● **REQUIRED WORK**: Return the records below word for word.

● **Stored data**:
────────────────

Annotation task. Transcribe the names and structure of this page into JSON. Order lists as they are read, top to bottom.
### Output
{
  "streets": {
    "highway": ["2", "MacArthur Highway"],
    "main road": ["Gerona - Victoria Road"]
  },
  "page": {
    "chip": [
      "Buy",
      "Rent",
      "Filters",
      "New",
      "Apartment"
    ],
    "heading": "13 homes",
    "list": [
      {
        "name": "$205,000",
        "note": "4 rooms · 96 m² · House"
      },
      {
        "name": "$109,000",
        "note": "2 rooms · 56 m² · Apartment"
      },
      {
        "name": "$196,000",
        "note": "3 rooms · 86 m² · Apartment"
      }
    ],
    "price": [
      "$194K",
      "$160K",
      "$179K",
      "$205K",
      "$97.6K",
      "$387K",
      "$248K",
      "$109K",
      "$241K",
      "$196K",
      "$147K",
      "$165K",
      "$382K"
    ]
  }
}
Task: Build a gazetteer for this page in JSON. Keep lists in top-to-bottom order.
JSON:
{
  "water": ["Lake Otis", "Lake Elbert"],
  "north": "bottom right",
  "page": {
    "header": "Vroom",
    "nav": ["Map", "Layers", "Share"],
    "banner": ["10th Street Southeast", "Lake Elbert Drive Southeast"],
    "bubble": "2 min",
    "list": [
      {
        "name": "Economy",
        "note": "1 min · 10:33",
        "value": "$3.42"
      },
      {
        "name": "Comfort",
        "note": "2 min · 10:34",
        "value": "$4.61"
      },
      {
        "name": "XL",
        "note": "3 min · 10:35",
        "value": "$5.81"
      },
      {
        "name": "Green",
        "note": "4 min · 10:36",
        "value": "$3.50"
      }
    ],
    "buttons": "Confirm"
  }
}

────────────────

● **FINISHED TASK**:
Annotation task. Transcribe the names and structure of this page into JSON. Order lists as they are read, top to bottom.
### Output
{
  "streets": {
    "highway": ["2", "MacArthur Highway"],
    "main road": ["Gerona - Victoria Road"]
  },
  "page": {
    "chip": [
      "Buy",
      "Rent",
      "Filters",
      "New",
      "Apartment"
    ],
    "heading": "13 homes",
    "list": [
      {
        "name": "$205,000",
        "note": "4 rooms · 96 m² · House"
      },
      {
        "name": "$109,000",
        "note": "2 rooms · 56 m² · Apartment"
      },
      {
        "name": "$196,000",
        "note": "3 rooms · 86 m² · Apartment"
      }
    ],
    "price": [
      "$194K",
      "$160K",
      "$179K",
      "$205K",
      "$97.6K",
      "$387K",
      "$248K",
      "$109K",
      "$241K",
      "$196K",
      "$147K",
      "$165K",
      "$382K"
    ]
  }
}
Task: Build a gazetteer for this page in JSON. Keep lists in top-to-bottom order.
JSON:
{
  "water": ["Lake Otis", "Lake Elbert"],
  "north": "bottom right",
  "page": {
    "header": "Vroom",
    "nav": ["Map", "Layers", "Share"],
    "banner": ["10th Street Southeast", "Lake Elbert Drive Southeast"],
    "bubble": "2 min",
    "list": [
      {
        "name": "Economy",
        "note": "1 min · 10:33",
        "value": "$3.42"
      },
      {
        "name": "Comfort",
        "note": "2 min · 10:34",
        "value": "$4.61"
      },
      {
        "name": "XL",
        "note": "3 min · 10:35",
        "value": "$5.81"
      },
      {
        "name": "Green",
        "note": "4 min · 10:36",
        "value": "$3.50"
      }
    ],
    "buttons": "Confirm"
  }
}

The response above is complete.